Description of the task –
Reproduce the listing verbatim through the line with "Instruction: Dump the".

______

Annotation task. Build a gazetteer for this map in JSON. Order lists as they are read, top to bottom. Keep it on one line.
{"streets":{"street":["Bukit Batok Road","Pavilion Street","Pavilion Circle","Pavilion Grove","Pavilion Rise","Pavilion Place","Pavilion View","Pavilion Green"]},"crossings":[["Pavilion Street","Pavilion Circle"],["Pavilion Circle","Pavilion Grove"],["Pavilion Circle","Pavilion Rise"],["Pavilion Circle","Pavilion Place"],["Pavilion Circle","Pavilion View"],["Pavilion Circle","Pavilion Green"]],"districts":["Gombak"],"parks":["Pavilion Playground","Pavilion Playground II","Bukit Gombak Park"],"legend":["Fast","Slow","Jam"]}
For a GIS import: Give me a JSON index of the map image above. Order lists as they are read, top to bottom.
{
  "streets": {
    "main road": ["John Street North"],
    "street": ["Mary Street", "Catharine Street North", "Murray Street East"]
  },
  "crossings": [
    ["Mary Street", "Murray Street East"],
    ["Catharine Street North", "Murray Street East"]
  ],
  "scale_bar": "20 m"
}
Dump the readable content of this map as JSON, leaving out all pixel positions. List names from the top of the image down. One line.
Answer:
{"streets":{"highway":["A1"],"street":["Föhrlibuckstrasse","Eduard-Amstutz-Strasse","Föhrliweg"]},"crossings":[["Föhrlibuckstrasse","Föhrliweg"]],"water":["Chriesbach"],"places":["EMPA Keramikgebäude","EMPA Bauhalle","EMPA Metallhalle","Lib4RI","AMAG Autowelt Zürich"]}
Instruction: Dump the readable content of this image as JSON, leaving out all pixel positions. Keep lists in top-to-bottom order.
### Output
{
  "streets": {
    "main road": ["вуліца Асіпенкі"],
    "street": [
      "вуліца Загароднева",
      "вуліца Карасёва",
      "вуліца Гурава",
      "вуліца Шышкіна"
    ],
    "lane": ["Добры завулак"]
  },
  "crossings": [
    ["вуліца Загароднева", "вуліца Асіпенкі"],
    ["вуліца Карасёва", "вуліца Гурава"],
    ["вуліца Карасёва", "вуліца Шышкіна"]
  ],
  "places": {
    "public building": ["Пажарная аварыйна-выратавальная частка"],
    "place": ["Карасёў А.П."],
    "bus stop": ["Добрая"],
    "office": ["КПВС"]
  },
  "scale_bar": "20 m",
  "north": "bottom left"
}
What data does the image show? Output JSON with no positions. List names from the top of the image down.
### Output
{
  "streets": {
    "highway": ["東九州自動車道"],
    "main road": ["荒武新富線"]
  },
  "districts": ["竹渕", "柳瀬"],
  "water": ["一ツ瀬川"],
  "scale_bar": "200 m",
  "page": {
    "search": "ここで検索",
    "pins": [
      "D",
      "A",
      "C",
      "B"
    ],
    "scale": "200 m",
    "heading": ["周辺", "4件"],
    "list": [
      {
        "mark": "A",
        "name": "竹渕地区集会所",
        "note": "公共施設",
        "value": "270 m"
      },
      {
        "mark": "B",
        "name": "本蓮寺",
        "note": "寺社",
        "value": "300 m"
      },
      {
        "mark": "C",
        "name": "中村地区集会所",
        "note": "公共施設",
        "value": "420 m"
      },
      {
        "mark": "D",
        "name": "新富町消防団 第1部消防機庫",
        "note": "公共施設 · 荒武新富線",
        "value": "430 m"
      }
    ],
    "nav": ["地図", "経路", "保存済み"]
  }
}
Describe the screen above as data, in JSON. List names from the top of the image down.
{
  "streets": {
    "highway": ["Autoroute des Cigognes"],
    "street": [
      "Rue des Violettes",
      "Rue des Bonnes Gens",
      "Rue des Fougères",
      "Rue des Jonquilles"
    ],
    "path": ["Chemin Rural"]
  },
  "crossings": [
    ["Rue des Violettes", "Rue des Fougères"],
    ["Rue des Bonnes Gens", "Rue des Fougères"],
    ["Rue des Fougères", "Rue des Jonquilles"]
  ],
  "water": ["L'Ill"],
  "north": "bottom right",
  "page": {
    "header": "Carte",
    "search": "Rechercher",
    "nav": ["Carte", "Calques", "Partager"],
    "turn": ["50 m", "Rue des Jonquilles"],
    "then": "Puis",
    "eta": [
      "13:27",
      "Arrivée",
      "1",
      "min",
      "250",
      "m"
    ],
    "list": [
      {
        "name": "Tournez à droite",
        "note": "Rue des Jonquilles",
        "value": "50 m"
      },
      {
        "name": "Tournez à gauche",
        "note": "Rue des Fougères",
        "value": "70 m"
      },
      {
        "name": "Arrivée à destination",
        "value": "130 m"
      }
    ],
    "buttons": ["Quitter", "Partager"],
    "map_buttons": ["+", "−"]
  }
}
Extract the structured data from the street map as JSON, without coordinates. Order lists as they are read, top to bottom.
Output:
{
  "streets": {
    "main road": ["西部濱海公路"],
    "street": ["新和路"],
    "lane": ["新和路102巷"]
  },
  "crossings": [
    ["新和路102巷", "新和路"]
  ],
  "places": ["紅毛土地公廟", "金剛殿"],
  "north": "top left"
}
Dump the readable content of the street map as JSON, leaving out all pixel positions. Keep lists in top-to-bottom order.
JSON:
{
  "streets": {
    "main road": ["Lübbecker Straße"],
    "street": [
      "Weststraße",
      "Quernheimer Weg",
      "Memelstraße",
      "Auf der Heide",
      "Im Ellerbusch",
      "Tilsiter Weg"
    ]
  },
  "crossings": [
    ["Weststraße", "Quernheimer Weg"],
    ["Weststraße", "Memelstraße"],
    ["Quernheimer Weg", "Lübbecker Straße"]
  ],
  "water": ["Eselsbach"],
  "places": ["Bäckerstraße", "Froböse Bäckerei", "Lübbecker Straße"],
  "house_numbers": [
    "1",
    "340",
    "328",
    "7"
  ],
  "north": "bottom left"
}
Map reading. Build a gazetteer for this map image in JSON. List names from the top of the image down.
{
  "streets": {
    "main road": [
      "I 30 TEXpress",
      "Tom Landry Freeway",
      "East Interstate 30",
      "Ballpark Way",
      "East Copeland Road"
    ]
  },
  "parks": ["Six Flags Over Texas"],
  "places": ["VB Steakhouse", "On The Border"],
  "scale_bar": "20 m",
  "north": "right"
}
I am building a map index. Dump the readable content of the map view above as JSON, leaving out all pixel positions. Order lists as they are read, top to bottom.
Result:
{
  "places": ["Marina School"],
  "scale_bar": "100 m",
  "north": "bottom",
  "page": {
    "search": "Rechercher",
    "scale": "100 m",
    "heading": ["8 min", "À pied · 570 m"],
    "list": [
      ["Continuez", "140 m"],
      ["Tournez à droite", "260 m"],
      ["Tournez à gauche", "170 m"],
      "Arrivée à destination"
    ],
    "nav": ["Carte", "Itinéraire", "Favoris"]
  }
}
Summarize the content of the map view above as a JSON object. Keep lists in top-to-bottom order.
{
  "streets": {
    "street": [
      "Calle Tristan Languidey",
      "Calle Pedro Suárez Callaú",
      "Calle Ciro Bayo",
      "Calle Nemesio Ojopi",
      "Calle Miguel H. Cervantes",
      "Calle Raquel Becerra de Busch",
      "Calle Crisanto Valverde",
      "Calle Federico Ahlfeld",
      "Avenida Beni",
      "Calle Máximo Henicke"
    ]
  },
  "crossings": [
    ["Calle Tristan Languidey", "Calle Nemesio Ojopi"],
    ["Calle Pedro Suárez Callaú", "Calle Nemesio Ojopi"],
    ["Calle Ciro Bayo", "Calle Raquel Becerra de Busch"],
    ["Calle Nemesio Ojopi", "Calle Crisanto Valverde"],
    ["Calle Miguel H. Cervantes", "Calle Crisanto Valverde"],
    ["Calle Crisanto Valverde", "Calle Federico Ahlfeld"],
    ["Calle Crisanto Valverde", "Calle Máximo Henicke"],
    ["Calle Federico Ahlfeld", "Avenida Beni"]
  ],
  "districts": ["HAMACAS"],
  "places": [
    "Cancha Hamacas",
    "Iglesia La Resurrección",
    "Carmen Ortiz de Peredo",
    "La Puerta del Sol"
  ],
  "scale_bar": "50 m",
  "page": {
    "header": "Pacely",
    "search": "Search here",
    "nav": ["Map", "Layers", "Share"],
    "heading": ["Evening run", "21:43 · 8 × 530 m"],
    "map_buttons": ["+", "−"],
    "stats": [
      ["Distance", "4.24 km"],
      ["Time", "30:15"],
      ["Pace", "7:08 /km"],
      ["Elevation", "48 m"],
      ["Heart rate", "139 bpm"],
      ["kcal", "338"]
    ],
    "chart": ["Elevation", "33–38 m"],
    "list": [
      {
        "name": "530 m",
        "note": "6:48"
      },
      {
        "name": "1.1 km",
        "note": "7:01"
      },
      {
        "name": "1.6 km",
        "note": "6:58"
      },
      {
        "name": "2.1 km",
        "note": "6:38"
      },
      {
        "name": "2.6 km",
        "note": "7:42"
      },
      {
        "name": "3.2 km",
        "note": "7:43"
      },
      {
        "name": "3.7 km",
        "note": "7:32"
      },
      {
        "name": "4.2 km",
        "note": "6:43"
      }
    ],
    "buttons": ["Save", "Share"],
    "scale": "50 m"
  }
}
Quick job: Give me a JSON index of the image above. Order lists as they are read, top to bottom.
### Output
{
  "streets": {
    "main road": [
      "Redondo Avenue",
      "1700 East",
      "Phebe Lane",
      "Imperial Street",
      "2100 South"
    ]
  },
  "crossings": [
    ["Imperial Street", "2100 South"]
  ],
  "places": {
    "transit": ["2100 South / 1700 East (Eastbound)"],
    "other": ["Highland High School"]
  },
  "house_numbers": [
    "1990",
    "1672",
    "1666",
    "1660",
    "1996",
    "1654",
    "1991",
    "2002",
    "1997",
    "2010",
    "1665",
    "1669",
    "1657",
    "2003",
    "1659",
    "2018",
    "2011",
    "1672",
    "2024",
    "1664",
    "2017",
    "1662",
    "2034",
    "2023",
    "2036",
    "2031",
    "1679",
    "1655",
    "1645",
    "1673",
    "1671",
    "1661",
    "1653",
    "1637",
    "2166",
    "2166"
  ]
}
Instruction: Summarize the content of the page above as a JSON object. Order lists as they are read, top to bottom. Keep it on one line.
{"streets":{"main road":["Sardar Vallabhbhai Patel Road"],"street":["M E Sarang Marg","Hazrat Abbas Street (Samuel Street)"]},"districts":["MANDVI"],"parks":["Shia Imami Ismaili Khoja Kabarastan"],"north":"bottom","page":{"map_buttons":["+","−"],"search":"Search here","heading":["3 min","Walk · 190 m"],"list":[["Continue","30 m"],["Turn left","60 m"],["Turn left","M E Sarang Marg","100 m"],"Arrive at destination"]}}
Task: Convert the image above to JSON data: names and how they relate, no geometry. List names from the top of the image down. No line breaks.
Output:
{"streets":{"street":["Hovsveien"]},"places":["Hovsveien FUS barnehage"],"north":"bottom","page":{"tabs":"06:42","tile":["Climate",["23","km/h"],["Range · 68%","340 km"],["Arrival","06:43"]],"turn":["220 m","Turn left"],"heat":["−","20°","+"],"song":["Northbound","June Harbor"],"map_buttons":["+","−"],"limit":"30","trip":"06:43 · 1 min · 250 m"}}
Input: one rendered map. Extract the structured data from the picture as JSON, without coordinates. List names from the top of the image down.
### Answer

______

Answer to the exercise –
Annotation task. Build a gazetteer for this map in JSON. Order lists as they are read, top to bottom. Keep it on one line.
{"streets":{"street":["Bukit Batok Road","Pavilion Street","Pavilion Circle","Pavilion Grove","Pavilion Rise","Pavilion Place","Pavilion View","Pavilion Green"]},"crossings":[["Pavilion Street","Pavilion Circle"],["Pavilion Circle","Pavilion Grove"],["Pavilion Circle","Pavilion Rise"],["Pavilion Circle","Pavilion Place"],["Pavilion Circle","Pavilion View"],["Pavilion Circle","Pavilion Green"]],"districts":["Gombak"],"parks":["Pavilion Playground","Pavilion Playground II","Bukit Gombak Park"],"legend":["Fast","Slow","Jam"]}
For a GIS import: Give me a JSON index of the map image above. Order lists as they are read, top to bottom.
{
  "streets": {
    "main road": ["John Street North"],
    "street": ["Mary Street", "Catharine Street North", "Murray Street East"]
  },
  "crossings": [
    ["Mary Street", "Murray Street East"],
    ["Catharine Street North", "Murray Street East"]
  ],
  "scale_bar": "20 m"
}
Dump the readable content of this map as JSON, leaving out all pixel positions. List names from the top of the image down. One line.
Answer:
{"streets":{"highway":["A1"],"street":["Föhrlibuckstrasse","Eduard-Amstutz-Strasse","Föhrliweg"]},"crossings":[["Föhrlibuckstrasse","Föhrliweg"]],"water":["Chriesbach"],"places":["EMPA Keramikgebäude","EMPA Bauhalle","EMPA Metallhalle","Lib4RI","AMAG Autowelt Zürich"]}
Instruction: Dump the readable content of this image as JSON, leaving out all pixel positions. Keep lists in top-to-bottom order.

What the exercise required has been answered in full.